# What this task involves
Give the number of lines in these entries that contain the string "green", with no further comment.

[Data provided — start]

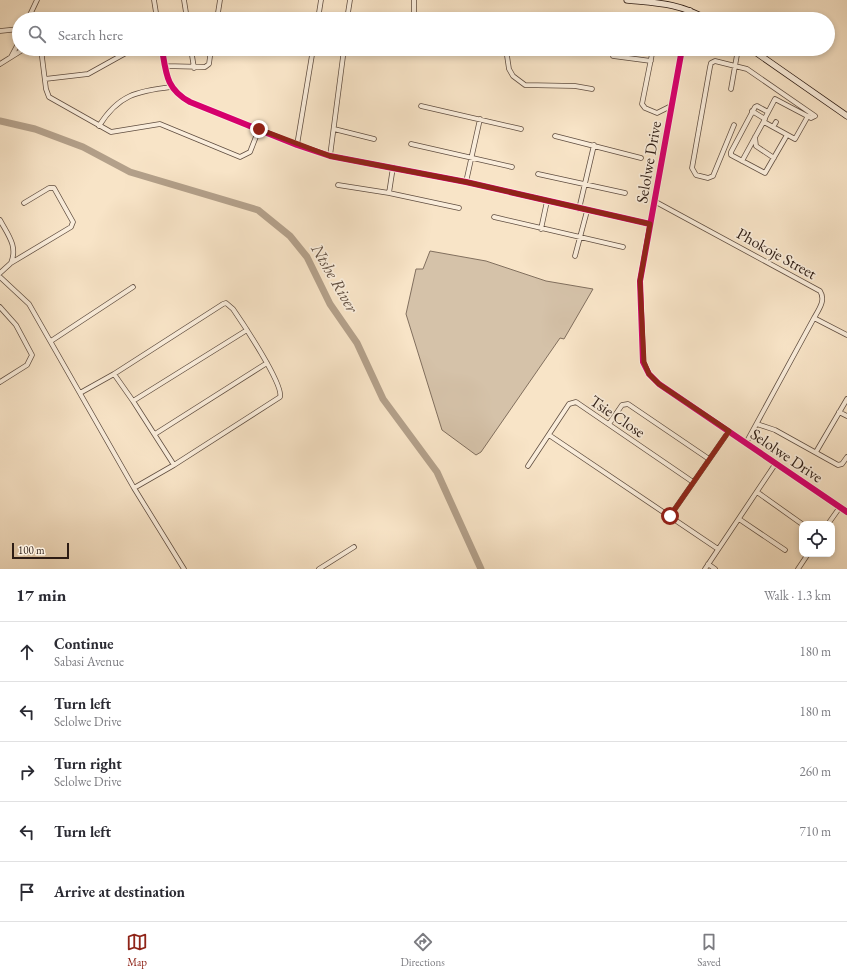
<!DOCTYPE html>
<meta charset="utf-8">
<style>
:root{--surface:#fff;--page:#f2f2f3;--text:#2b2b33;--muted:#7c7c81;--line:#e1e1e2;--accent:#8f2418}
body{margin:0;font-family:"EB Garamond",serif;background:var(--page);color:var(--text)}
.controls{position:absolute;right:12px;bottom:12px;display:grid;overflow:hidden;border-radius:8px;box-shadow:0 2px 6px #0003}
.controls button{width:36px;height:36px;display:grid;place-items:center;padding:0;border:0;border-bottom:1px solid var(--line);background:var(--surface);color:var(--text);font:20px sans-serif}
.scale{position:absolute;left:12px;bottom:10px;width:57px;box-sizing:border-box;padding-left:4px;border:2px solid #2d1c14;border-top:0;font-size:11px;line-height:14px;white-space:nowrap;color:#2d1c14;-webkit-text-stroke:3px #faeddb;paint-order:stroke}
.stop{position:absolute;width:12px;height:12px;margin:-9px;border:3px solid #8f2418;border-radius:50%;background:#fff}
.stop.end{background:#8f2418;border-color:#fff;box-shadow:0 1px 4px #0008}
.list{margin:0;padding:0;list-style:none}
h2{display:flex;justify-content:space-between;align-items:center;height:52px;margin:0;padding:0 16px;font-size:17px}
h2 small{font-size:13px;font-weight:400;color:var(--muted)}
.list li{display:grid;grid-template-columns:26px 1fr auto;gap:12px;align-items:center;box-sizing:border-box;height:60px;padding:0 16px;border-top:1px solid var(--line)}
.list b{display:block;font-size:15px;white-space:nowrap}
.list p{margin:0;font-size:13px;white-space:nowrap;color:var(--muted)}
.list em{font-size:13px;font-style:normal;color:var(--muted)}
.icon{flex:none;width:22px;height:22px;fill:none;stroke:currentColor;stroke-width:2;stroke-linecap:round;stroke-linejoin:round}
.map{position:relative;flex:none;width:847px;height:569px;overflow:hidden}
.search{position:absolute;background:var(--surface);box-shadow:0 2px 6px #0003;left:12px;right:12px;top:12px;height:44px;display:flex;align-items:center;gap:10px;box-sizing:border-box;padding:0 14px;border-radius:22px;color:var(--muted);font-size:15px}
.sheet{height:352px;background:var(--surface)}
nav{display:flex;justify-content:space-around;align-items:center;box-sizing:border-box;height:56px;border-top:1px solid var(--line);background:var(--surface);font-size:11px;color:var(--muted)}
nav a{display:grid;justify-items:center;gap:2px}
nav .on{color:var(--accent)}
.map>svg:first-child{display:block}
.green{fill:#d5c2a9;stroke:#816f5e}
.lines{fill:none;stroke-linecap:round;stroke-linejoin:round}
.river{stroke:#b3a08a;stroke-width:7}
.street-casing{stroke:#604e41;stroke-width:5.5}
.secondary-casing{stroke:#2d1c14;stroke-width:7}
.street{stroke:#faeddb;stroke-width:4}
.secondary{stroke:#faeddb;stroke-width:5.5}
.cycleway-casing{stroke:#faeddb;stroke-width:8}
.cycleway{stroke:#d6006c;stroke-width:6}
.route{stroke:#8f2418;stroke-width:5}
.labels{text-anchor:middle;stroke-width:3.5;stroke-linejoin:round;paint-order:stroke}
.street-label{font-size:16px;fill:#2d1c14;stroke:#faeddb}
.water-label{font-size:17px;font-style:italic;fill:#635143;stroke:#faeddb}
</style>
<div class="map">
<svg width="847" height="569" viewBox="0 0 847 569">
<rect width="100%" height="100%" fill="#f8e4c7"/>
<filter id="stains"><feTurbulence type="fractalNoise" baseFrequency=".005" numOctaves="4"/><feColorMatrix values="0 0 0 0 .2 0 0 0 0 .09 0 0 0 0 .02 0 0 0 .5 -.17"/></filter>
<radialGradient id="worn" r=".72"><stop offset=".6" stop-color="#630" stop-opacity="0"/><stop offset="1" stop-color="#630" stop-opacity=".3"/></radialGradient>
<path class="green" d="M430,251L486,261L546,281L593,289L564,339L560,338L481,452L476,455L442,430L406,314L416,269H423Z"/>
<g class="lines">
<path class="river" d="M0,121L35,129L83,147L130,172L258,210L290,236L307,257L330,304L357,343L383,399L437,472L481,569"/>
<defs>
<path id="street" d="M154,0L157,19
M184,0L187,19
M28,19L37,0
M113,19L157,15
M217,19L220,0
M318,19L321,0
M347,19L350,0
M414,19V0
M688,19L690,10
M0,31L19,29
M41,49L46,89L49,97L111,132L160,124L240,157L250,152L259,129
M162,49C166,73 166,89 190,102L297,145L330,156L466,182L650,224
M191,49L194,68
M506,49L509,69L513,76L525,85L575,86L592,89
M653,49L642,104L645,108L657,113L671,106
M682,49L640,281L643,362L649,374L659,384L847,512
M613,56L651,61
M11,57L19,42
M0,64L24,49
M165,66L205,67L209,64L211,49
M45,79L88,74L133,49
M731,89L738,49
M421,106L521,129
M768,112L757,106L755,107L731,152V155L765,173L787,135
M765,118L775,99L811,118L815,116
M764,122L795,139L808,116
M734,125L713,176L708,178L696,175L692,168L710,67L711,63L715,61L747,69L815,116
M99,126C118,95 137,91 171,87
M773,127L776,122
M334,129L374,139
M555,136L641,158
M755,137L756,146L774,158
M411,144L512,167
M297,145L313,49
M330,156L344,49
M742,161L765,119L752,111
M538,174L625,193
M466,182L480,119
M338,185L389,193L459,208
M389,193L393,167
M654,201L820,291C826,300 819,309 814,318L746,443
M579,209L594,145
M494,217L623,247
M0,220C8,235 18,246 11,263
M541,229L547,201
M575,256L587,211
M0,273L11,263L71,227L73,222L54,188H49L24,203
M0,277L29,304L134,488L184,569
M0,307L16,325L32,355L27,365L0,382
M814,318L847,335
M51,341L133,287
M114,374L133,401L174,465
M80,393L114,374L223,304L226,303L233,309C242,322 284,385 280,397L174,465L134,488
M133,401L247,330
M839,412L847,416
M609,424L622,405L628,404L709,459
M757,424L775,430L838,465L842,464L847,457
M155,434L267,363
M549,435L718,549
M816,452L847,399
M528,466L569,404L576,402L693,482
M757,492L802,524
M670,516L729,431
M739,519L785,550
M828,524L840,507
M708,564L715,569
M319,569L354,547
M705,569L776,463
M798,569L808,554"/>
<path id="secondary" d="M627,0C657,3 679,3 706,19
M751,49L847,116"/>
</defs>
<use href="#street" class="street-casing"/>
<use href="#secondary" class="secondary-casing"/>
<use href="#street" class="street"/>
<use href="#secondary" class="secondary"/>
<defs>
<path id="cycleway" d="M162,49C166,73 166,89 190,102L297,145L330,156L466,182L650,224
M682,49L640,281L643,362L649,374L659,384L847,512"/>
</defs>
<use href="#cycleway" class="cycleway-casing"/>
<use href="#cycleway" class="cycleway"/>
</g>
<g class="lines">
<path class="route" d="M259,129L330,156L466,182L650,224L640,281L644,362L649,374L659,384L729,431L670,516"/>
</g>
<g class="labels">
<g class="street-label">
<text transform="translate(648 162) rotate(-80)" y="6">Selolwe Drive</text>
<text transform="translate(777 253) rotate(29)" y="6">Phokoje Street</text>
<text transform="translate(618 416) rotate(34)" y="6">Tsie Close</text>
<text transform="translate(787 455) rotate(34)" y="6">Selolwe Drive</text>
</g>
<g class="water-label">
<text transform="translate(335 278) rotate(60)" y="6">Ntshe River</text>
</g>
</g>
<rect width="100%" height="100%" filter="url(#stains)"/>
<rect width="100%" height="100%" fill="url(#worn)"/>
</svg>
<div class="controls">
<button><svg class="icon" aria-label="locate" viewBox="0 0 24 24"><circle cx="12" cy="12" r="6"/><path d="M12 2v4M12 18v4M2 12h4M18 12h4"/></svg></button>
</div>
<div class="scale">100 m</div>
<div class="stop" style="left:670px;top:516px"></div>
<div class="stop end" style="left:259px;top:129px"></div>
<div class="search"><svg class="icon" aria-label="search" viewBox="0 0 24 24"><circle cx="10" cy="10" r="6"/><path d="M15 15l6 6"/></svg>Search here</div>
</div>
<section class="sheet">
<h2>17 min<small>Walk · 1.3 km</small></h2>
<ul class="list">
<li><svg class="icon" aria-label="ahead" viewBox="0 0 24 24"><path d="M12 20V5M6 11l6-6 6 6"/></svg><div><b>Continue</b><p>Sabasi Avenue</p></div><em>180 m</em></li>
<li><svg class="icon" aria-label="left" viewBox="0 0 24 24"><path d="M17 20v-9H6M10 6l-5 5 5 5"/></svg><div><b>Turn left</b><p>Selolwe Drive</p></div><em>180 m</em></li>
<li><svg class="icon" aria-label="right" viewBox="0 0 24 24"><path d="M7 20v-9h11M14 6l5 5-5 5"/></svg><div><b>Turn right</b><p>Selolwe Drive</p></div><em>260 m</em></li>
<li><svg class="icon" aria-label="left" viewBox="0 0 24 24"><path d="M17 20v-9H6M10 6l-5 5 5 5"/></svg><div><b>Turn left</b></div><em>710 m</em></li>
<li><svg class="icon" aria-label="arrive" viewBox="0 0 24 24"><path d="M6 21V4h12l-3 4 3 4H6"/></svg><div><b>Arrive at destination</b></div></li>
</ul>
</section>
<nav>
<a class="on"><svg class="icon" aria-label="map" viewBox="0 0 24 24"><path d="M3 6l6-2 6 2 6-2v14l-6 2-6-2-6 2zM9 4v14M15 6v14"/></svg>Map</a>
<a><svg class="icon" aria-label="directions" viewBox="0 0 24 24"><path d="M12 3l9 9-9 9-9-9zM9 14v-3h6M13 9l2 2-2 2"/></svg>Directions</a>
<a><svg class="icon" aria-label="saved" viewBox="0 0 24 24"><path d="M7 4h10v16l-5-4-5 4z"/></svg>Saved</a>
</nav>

[Data provided — finish]

# Result of this task
2